The Road to San Diego - Director´s comments


In the winter of 1952, when Eva Perón was on her deathbed in Buenos Aires, countless, popular demonstrations took place. Many people undertook extreme exploits, such as endless fasts, setting records for continuous work, and dance marathons; world records for gliders were broken, as well as records for walking backwards, sack carrying, etc. These things were all done by ordinary people who wished to contribute to saving Evita, participate somehow, and be close to her greatness and to eternity.

A few years ago, and attracted by these stories, I started working on one of them. It was the story of two lumber workers who decide to take an enormous timbo-tree trunk on their shoulders -on foot- from the jungle of Misiones Province to Buenos Aires. They were convinced that they would, thus, contribute to the recovery of their leader and protector.

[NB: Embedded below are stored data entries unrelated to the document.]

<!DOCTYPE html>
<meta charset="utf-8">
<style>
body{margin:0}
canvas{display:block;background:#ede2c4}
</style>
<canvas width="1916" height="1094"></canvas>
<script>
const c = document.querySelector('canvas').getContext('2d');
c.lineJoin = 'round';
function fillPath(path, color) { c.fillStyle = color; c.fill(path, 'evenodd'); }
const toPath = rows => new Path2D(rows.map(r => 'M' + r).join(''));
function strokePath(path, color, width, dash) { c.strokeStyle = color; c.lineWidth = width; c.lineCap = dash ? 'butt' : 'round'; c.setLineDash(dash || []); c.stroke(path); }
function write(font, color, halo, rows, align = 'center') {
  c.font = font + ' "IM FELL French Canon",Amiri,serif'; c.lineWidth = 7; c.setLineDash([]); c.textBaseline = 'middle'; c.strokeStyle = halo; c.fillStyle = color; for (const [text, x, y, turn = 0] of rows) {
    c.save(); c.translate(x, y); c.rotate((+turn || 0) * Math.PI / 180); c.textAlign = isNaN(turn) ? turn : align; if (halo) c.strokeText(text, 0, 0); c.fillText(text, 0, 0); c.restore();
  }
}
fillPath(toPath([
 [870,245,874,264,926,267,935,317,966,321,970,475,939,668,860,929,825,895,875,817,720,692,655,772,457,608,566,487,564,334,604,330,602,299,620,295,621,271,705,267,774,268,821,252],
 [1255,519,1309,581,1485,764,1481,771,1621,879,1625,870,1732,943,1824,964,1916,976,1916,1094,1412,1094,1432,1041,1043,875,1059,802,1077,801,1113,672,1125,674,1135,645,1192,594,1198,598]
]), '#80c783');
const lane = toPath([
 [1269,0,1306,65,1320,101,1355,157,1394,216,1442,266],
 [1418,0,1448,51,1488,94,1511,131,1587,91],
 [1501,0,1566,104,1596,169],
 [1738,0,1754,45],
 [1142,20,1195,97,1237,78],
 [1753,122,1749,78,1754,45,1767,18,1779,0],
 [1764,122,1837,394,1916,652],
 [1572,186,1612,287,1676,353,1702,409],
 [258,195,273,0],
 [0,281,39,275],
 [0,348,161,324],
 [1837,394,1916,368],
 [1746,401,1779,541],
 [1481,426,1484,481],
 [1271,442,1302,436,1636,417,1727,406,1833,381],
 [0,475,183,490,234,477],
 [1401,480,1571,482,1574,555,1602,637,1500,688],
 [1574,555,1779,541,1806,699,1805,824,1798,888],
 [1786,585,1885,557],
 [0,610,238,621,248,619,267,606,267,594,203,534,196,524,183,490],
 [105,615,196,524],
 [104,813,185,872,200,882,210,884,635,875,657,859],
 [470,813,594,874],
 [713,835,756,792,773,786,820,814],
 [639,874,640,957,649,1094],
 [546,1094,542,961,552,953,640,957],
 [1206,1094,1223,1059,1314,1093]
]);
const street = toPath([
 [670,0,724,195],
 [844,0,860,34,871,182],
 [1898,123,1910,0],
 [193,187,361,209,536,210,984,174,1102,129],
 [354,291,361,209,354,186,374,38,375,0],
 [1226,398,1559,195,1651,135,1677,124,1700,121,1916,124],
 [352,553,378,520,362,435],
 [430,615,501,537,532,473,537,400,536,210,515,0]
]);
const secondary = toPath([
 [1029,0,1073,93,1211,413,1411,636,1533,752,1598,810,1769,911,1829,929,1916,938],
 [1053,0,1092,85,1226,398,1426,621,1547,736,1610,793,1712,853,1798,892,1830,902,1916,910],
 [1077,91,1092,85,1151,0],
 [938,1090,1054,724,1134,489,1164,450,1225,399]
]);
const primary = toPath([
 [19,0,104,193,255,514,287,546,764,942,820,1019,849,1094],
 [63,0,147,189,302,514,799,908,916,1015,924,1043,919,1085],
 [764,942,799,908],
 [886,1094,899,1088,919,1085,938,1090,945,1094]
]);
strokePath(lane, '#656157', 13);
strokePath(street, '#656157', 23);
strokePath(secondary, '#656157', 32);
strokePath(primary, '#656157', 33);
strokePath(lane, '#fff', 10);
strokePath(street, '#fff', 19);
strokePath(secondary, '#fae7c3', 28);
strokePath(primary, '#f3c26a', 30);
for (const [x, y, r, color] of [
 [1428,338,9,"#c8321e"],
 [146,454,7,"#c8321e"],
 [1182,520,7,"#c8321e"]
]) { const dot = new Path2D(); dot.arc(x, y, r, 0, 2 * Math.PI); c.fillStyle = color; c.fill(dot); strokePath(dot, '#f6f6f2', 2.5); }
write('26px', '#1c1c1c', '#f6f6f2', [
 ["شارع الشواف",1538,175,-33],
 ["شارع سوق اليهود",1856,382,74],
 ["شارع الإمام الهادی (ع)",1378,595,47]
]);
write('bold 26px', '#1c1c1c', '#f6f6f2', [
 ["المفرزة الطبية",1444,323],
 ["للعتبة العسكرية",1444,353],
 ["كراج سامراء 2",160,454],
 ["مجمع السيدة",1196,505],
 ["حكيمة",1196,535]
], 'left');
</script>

On the one hand, the story interested me as a manifestation of magical thinking that links cause and effect beyond rationality, but I was particularly attracted by the intangible ties that link myths and their followers. In this case, the link between Evita and those who perceive her as unreachable and at the same time as their equal, as somebody who knew how to attain glory in the name of everyone. I abandoned that script -like many others- but, when several years later, in March, 2004, Diego Armando Maradona was hospitalized due to a cardiac crisis at the Swiss-Argentine Hospital and the phenomenon of nearly religious devotion suddenly repeated itself, I revisited the story of the lumber workers, and updated it.

Now it is the story of "Tati" Benitez, a chain saw operator somehow less naive than his predecessors, the lumberjacks. For "Tati", meeting Diego Maradona, being close to him and maybe being able to have a picture taken with his idol is his most important wish. There is also in him, in a somewhat diffuse way, the suspicion that when he gets to know Maradona something in his life will change for the better. With these wishes he undertakes a trip.
"Tati" Benitez' journey along Route 14, through impoverished regions, is filled with both despair and hope.